*EXERCISE DESCRIPTION*
Look for the line containing "Quick job: Read" in the entries below, then print that line and all that follow it exactly.

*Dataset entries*
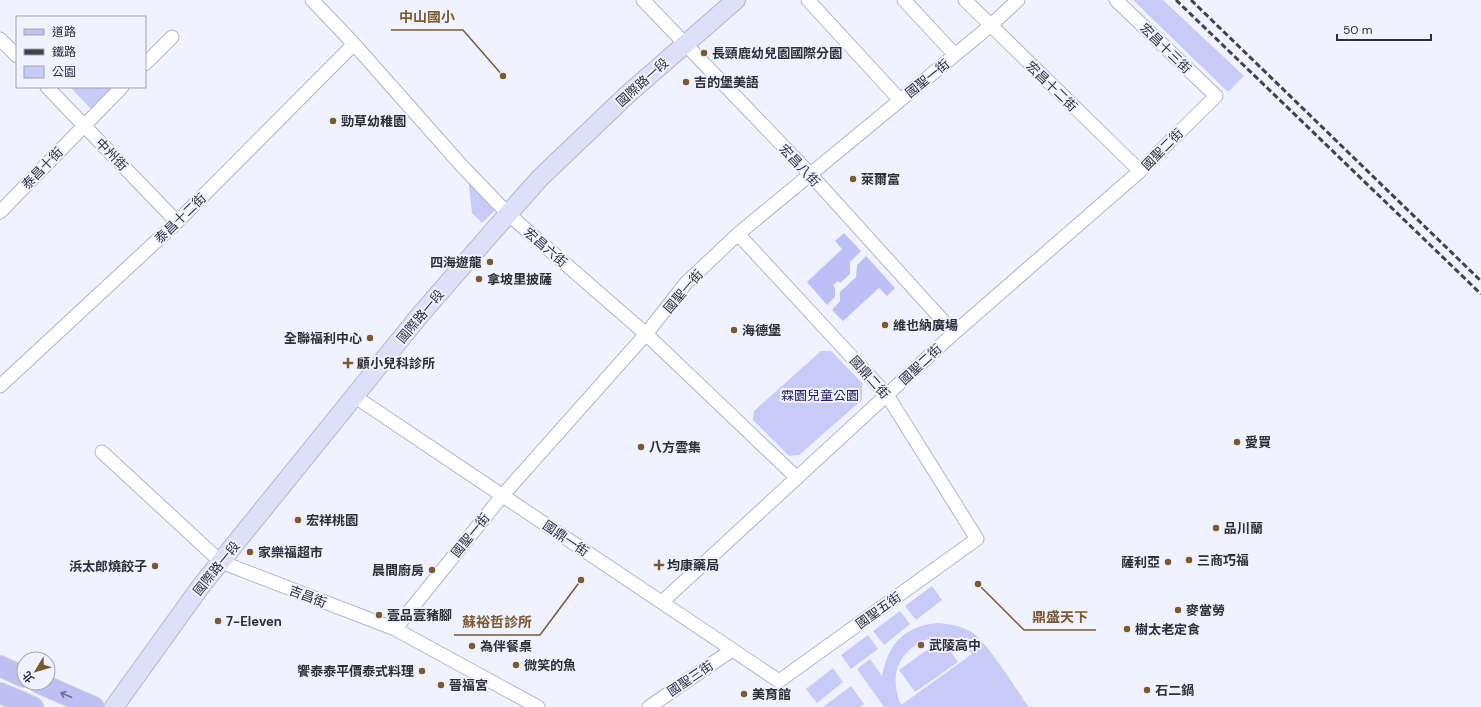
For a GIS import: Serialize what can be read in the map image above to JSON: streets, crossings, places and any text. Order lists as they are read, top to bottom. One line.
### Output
{"streets":{"street":["宏昌十三街","國聖一街","國際路一段","宏昌十二街","國聖二街","中州街","宏昌八街","泰昌十街","泰昌十二街","宏昌六街","國鼎二街","國鼎一街","吉昌街","國聖五街","國聖三街"]},"crossings":[["宏昌十三街","國聖二街"],["國聖一街","宏昌十二街"],["國聖一街","宏昌八街"],["國聖一街","宏昌六街"],["國聖一街","國鼎二街"],["國聖一街","國鼎一街"],["國聖一街","吉昌街"],["國際路一段","宏昌八街"],["國際路一段","宏昌六街"],["國際路一段","國鼎一街"],["國際路一段","吉昌街"],["宏昌十二街","國聖二街"],["國聖二街","宏昌八街"],["國聖二街","宏昌六街"],["國聖二街","國鼎二街"],["國聖二街","國鼎一街"],["中州街","泰昌十街"],["中州街","泰昌十二街"],["泰昌十二街","宏昌六街"],["國鼎二街","國聖五街"],["國鼎一街","國聖五街"],["國鼎一街","國聖三街"]],"parks":["霖園兒童公園"],"places":{"other":["長頸鹿幼兒園國際分園","中山國小","吉的堡美語","勁草幼稚園","萊爾富","四海遊龍","拿坡里披薩","維也納廣場","海德堡","全聯福利中心","愛買","八方雲集","宏祥桃園","品川蘭","家樂福超市","三商巧福","薩利亞","浜太郎燒餃子","晨間廚房","蘇裕哲診所","鼎盛天下","麥當勞","壹品壹豬腳","7-Eleven","樹太老定食","武陵高中","為伴餐桌","微笑的魚","饗泰泰平價泰式料理","晉福宮","石二鍋","美育館"],"health":["顧小兒科診所","均康藥局"]},"legend":["道路","鐵路","公園"],"scale_bar":"50 m","north":"bottom left"}
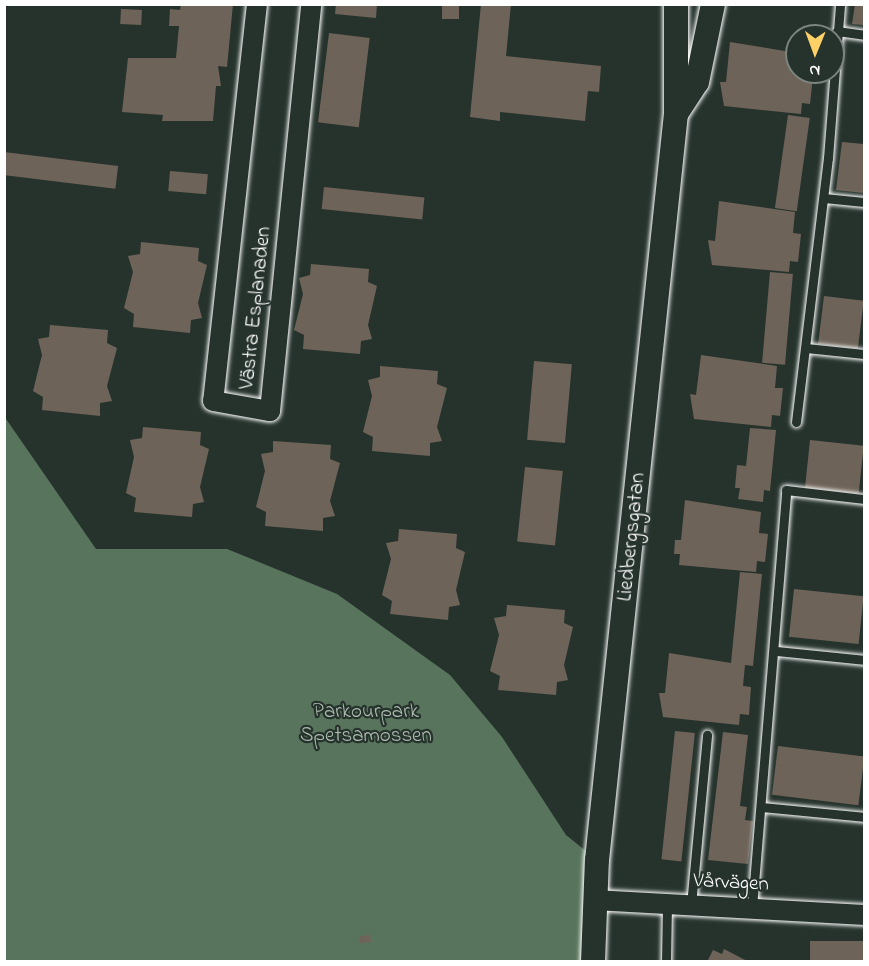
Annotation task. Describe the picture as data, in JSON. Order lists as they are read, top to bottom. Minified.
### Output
{"streets":{"street":["Västra Esplanaden","Liedbergsgatan","Vårvägen"]},"crossings":[["Liedbergsgatan","Vårvägen"]],"parks":["Parkourpark Spetsamossen"],"north":"bottom"}
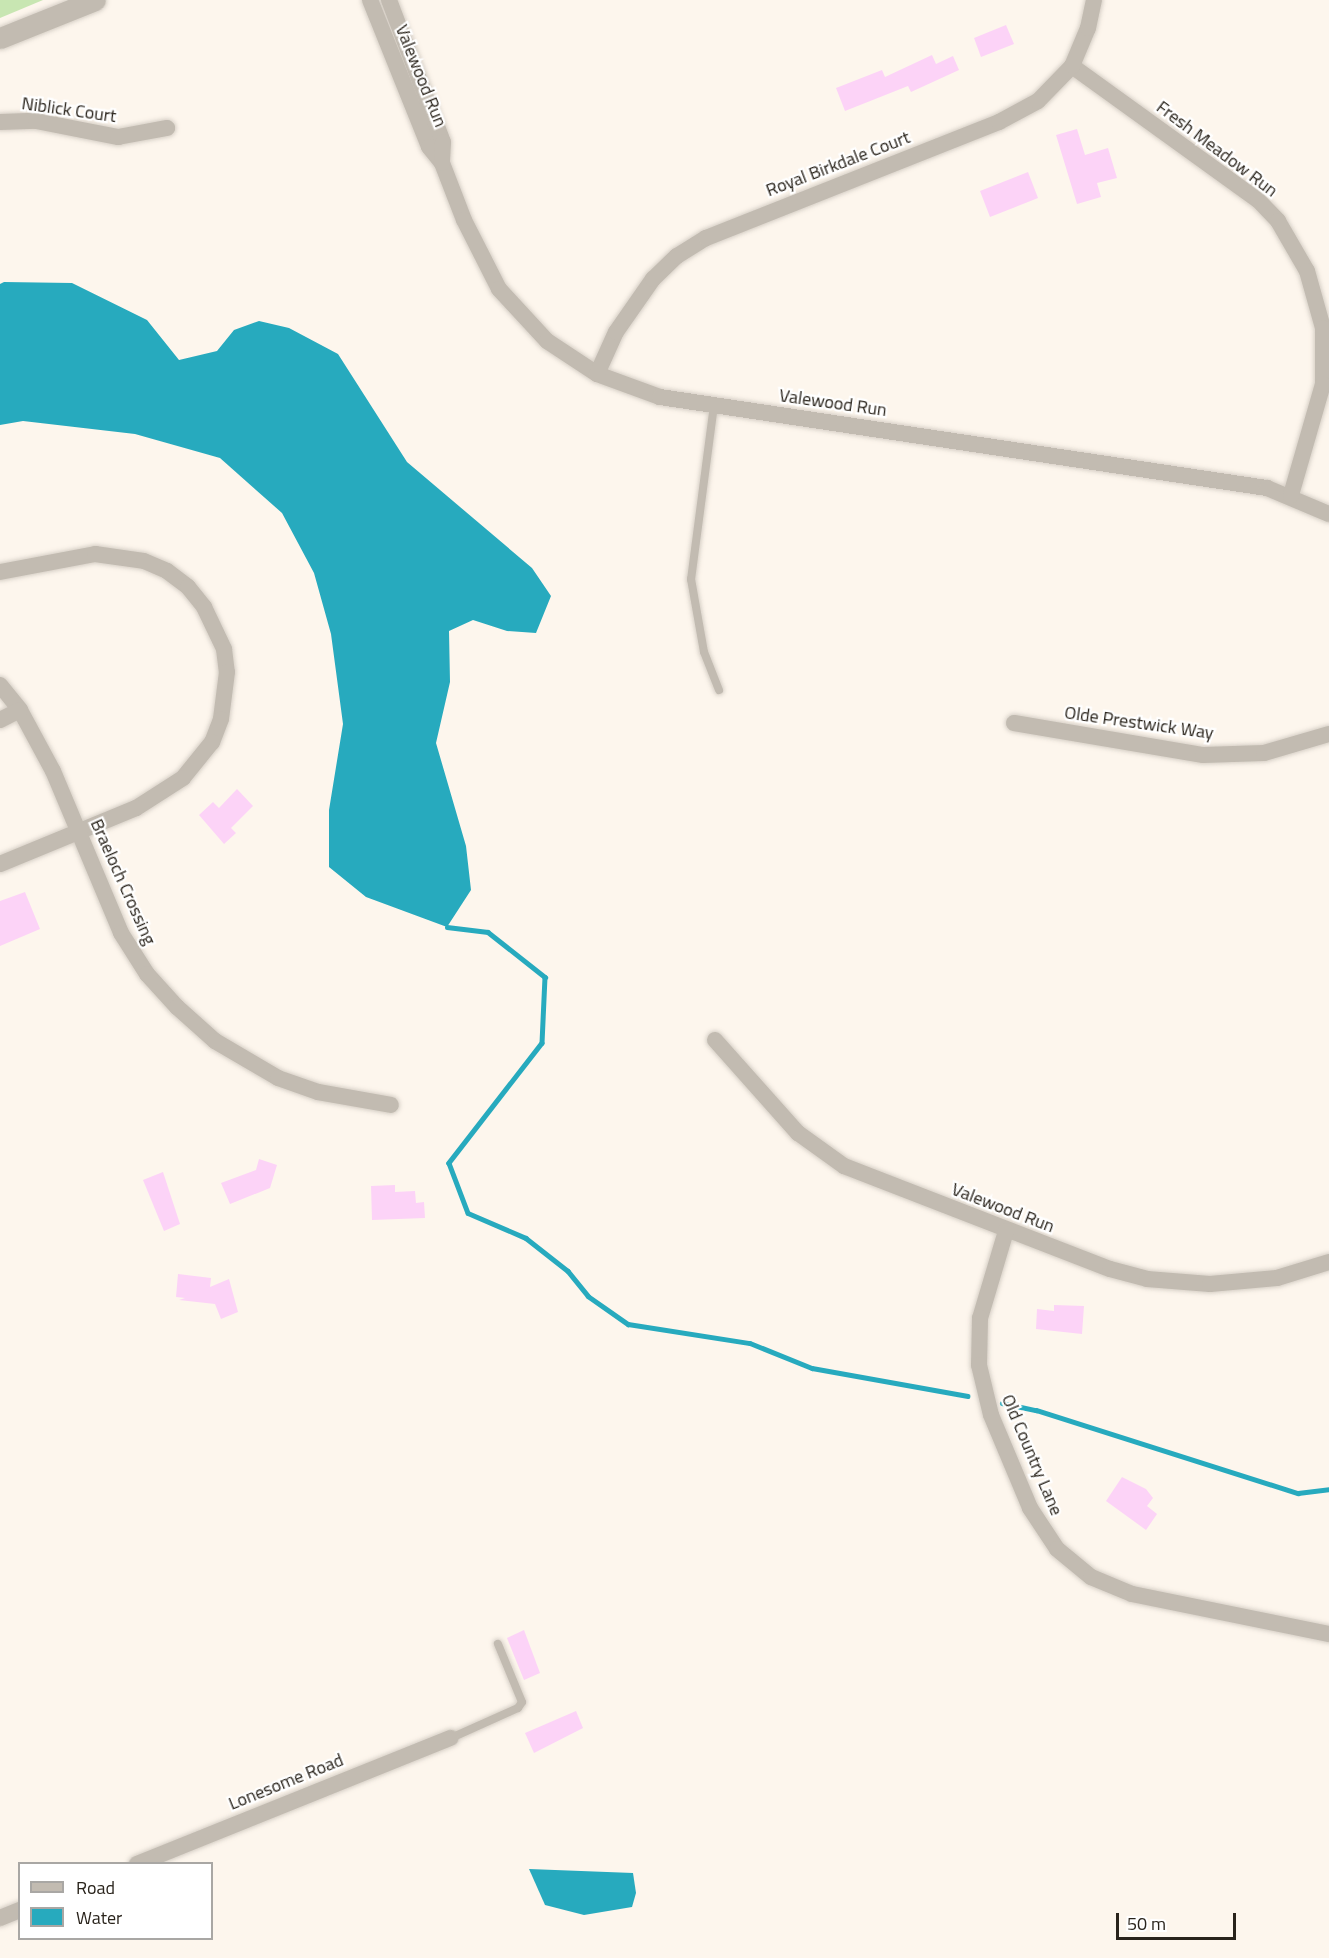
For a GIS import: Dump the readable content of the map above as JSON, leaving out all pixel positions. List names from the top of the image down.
{
  "streets": {
    "street": [
      "Valewood Run",
      "Niblick Court",
      "Fresh Meadow Run",
      "Royal Birkdale Court",
      "Olde Prestwick Way",
      "Braeloch Crossing",
      "Old Country Lane",
      "Lonesome Road"
    ]
  },
  "crossings": [
    ["Valewood Run", "Fresh Meadow Run"],
    ["Valewood Run", "Royal Birkdale Court"],
    ["Valewood Run", "Old Country Lane"],
    ["Fresh Meadow Run", "Royal Birkdale Court"]
  ],
  "legend": ["Road", "Water"],
  "scale_bar": "50 m"
}
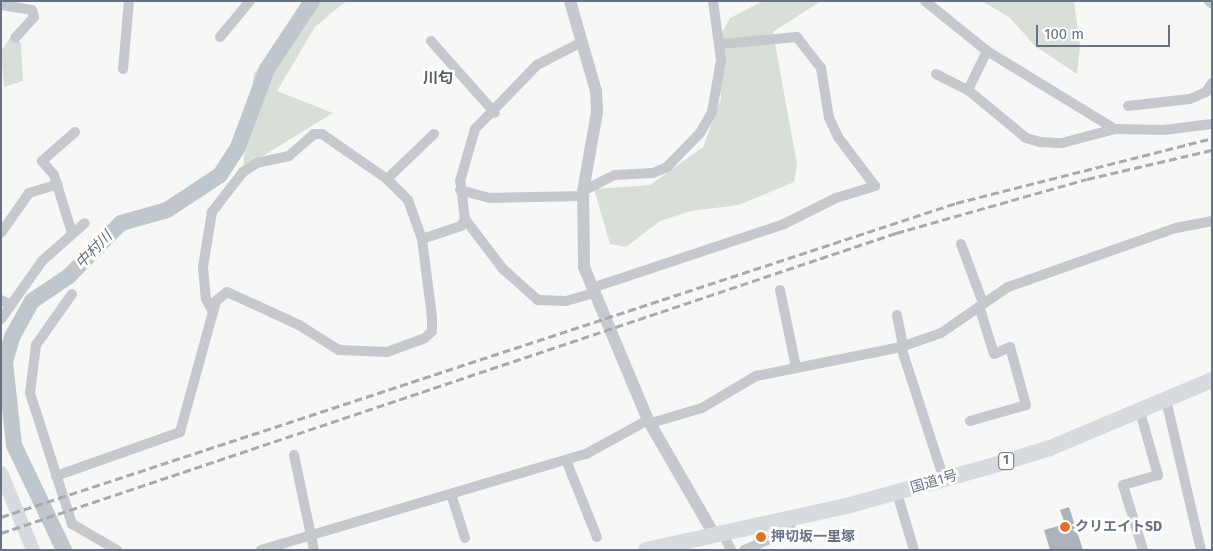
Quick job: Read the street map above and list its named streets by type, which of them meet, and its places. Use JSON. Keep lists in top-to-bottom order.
{
  "streets": {
    "highway": ["1", "国道1号"]
  },
  "districts": ["川匂"],
  "water": ["中村川"],
  "places": ["クリエイトSD", "押切坂一里塚"],
  "scale_bar": "100 m"
}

*RESPONSE TO THE TASK*
Quick job: Read the street map above and list its named streets by type, which of them meet, and its places. Use JSON. Keep lists in top-to-bottom order.
{
  "streets": {
    "highway": ["1", "国道1号"]
  },
  "districts": ["川匂"],
  "water": ["中村川"],
  "places": ["クリエイトSD", "押切坂一里塚"],
  "scale_bar": "100 m"
}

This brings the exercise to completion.